Resolving RabbitMQ routing problems due to binding mismatches

Products

VMware Tanzu RabbitMQ

Issue/Introduction

RabbitMQ versions up to 4.x have a known class of problems that come down to bindings becoming "inconsistent" between nodes, resulting in confusing routing behavior. It usually affects transient queues, but the problem is not with queues but rather with bindings. Another important aspect to mention is that this issue is much more likely to affect topic exchange bindings (storing them involves an additional table).

Environment

RabbitMQ versions up to 4.x using the Mnesia database

Cause

There is a known issue with topic exchanges in Mnesia. This issue is resolved in RabbitMQ 4.0. x and above releases by replacing Mnesia with the Khepri database. A whole category of issues with binding inconsistency is addressed with the stabilization of Khepri, a new metadata store that uses a tree of nested objects instead of multiple tables.

With Mnesia, the original metadata store, bindings are stored in two tables, one for durable
bindings (between durable exchanges and durable queues or streams) and another for semi-durable
and transient ones (where either the queue is transient or both the queue and the exchange are).

When a node was stopped or failed, all non-replicated transient queues on that node were deleted
by the remaining cluster peers. Due to high lock contention around these tables with Mnesia, this
could take a while. In the case where the restarted (or failed) node came online before all bindings
were removed, and/or clients could begin to create new bindings concurrently, the bindings table
rows could end up being inconsistent, resulting in obscure "binding not found" errors.

Khepri avoids this problem entirely by only supporting durable entities and using a very different a
tree-based data model that makes bindings removal much more efficient and lock contention-free.

Mnesia users can work around this problem by using quorum queues or durable classic queues and durable exchanges.

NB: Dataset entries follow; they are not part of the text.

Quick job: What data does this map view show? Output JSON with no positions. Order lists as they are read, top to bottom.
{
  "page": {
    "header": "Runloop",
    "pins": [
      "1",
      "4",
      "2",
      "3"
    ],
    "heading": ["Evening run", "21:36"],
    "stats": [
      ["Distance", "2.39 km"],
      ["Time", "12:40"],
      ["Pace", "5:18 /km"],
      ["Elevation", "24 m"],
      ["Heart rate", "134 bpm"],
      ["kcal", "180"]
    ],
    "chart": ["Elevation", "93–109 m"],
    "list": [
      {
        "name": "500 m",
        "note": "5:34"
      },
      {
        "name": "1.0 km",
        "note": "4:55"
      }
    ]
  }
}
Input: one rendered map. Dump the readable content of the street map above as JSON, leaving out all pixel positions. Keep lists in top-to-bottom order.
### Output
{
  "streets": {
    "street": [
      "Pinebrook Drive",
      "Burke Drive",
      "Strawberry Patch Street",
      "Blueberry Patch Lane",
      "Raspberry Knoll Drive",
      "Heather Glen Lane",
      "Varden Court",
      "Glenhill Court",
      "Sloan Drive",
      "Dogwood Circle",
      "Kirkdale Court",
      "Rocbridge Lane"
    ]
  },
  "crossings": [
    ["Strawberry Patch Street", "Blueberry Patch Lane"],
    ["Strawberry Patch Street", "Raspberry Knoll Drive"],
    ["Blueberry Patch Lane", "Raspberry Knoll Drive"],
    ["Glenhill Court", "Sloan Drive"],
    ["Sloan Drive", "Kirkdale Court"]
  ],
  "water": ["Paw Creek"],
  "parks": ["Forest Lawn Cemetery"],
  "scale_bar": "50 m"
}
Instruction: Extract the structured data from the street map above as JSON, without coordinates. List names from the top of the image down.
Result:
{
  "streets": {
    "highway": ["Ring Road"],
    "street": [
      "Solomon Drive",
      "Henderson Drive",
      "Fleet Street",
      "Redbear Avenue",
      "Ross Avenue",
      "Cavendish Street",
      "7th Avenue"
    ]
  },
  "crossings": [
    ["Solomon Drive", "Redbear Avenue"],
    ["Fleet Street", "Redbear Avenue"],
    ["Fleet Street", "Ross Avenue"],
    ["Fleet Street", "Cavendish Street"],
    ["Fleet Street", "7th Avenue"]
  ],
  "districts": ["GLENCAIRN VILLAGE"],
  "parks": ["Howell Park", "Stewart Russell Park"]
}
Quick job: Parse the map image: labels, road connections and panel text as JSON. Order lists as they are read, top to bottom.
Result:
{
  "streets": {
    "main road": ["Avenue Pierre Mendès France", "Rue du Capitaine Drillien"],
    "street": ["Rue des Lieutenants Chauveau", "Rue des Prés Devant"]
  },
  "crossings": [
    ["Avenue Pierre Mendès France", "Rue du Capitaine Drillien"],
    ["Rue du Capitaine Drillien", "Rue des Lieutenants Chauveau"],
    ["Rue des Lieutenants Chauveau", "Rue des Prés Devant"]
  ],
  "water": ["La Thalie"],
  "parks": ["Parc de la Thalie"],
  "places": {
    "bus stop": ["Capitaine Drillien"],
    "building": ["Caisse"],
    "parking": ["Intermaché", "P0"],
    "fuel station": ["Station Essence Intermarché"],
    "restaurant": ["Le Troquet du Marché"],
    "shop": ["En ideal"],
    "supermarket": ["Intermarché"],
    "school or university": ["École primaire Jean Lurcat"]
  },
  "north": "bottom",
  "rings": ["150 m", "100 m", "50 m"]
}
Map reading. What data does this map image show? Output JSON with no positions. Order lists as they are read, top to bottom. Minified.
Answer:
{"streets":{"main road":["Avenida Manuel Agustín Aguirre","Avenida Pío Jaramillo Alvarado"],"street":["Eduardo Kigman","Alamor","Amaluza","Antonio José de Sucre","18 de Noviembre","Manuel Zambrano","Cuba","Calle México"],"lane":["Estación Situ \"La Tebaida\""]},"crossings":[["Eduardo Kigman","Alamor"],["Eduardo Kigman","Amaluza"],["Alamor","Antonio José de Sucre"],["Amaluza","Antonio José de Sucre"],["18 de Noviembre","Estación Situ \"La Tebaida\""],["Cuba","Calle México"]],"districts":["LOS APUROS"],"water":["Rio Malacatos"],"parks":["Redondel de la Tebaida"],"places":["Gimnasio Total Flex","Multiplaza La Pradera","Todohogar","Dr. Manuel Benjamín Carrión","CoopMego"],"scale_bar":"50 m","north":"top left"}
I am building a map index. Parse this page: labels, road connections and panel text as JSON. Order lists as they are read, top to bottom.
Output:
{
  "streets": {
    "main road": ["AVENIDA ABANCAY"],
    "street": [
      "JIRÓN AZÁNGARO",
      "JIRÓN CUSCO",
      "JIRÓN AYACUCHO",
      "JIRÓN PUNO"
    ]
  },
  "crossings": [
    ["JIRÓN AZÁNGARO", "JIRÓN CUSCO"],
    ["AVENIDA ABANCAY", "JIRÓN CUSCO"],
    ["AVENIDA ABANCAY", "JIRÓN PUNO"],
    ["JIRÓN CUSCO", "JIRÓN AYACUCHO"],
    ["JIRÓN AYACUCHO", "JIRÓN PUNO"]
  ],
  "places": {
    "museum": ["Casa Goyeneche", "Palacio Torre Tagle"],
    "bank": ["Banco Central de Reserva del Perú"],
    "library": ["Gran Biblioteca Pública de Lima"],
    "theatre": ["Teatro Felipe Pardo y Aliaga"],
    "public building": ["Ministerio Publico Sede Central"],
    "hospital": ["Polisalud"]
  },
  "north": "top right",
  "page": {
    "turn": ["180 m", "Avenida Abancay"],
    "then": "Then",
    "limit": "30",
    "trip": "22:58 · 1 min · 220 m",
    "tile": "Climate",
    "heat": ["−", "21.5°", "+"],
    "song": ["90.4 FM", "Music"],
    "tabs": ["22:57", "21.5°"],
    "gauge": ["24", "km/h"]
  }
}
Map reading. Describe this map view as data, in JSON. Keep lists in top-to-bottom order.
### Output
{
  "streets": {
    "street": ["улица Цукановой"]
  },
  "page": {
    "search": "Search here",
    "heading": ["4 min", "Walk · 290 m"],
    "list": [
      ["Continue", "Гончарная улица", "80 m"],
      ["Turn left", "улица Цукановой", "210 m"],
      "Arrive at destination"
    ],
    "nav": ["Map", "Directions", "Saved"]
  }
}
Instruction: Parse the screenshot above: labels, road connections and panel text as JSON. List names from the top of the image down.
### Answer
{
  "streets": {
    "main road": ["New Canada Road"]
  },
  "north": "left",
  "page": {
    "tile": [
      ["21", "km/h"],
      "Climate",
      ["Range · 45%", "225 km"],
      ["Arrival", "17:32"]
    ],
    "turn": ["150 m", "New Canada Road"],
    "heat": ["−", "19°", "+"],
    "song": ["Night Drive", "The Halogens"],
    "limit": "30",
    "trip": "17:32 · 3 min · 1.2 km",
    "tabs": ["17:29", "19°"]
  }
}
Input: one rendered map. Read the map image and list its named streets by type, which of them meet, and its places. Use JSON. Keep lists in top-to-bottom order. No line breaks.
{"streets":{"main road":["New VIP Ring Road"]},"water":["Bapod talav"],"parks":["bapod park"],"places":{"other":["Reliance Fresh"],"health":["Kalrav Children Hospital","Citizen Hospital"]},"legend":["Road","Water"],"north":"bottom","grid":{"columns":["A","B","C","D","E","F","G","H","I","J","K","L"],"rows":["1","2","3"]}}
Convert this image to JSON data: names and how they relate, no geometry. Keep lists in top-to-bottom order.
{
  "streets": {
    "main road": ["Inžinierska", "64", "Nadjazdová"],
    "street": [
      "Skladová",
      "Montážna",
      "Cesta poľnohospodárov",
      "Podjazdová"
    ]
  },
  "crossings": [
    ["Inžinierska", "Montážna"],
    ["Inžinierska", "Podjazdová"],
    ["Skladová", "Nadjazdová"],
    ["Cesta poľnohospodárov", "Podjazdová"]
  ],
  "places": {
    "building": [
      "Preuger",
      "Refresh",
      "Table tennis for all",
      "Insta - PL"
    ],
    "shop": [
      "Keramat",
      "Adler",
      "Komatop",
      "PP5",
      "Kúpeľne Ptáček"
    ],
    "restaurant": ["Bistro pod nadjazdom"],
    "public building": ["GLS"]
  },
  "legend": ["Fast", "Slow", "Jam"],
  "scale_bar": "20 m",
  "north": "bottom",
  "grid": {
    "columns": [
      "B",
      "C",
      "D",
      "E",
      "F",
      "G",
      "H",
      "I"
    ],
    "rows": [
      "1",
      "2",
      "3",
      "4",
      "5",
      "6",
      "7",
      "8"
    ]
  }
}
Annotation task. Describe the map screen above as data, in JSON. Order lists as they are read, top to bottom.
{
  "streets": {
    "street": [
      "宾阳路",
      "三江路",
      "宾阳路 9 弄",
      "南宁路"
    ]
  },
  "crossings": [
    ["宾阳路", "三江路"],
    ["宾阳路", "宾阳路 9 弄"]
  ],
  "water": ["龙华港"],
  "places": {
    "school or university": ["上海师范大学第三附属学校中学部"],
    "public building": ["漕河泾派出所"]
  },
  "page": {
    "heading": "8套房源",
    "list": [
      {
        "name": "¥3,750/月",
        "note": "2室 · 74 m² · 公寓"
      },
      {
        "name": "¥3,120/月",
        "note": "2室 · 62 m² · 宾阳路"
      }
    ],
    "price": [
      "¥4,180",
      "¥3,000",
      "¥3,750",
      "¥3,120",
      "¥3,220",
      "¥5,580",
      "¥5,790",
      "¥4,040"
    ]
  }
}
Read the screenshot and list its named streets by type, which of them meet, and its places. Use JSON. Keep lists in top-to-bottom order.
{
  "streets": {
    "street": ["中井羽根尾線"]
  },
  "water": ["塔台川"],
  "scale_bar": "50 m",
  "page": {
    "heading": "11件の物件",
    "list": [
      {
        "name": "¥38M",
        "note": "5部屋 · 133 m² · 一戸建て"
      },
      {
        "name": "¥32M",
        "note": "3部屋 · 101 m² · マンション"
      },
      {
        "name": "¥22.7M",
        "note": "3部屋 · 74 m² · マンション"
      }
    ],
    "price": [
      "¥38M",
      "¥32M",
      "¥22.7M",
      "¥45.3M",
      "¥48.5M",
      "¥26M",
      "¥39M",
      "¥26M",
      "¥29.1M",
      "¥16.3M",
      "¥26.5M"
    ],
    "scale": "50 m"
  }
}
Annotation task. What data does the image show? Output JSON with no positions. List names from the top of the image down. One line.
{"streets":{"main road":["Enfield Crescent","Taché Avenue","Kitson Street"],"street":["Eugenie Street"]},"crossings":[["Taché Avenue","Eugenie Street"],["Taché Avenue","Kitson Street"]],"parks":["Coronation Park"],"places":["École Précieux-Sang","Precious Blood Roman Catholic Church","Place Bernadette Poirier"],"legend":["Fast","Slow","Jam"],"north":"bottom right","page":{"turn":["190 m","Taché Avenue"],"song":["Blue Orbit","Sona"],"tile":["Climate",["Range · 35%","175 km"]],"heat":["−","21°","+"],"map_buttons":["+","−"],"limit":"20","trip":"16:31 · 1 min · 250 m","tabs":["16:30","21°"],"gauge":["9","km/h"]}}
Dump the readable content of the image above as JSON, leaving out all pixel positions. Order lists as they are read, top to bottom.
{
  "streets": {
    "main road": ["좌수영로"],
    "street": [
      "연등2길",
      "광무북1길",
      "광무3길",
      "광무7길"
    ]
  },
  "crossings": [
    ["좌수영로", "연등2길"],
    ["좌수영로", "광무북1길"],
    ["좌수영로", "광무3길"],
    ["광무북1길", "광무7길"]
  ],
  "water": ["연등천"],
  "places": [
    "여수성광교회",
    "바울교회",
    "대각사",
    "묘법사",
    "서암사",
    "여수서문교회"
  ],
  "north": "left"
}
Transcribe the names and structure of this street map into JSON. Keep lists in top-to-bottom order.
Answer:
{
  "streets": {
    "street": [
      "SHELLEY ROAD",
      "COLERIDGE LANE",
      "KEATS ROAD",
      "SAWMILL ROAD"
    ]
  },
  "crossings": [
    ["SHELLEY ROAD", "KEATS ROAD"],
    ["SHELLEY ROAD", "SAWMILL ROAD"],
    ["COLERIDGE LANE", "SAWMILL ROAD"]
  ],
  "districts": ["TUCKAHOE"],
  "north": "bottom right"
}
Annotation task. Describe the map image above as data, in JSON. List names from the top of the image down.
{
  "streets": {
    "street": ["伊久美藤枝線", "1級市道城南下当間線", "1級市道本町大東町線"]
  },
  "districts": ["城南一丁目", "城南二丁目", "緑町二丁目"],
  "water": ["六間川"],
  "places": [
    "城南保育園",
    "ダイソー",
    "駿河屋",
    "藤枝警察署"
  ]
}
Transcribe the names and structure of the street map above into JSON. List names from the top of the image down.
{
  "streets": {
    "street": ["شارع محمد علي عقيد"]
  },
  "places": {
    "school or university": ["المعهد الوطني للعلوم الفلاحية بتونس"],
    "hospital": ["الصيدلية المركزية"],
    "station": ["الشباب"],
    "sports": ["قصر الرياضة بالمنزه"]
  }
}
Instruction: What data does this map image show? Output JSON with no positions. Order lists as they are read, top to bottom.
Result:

Their durable bindings will not be removed when a node stops.
Queues that are transient in nature can be declared as durable classic ones with a TTL of a few hours.

Resolution

## Short-term solutions

A short term solution is to remove the bindings between the exchange in question and the queues that exhibit the inconsistent routing behavior, then re-create them.

There are several ways to do it

1. Use a script to unbind, wait for a second, then rebind the queues, for example, one by one
2. Like option 1, but combined with the import of a definition file with the entire topology
3. Like option 1 but with an alternative route between the same exchange and the 4 queues created using an exchange-to-exchange binding and/or an alternate exchange [4][5]

Option 3 should help avoid any "routing disruption". It can be performed on every cluster node in sequence.

Note that creating a new route from the original exchange X to an intermediary exchange XI and then the same set of four queues will not create any duplicate messages. This topology can even try a different set of four queues as a test, and those additional copies of the messages can be discarded or moved to the production queues (the ones used by the applications) using dynamic shovels.

The same goes for Alternate Exchanges, using it won't create any duplicates if the target set of queues remains the same.

## Log term solution

Upgrade to `4.0.9` and enable Khepri, then eventually upgrade to `4.1.0`.

Khepri uses a completely different data model, and this problem is addressed fundamentally because with Khepri, there will be no more N tables to update in multiple transactions.

Additional Information

References

1. https://github.com/rabbitmq/rabbitmq-server/discussions/13030
2. https://github.com/rabbitmq/rabbitmq-server/blob/main/release-notes/4.0.1.md#bug-fixes
3. https://github.com/rabbitmq/rabbitmq-server/discussions/5076
4. https://www.rabbitmq.com/docs/e2e
5. https://www.rabbitmq.com/docs/ae
6. https://www.rabbitmq.com/docs/definitions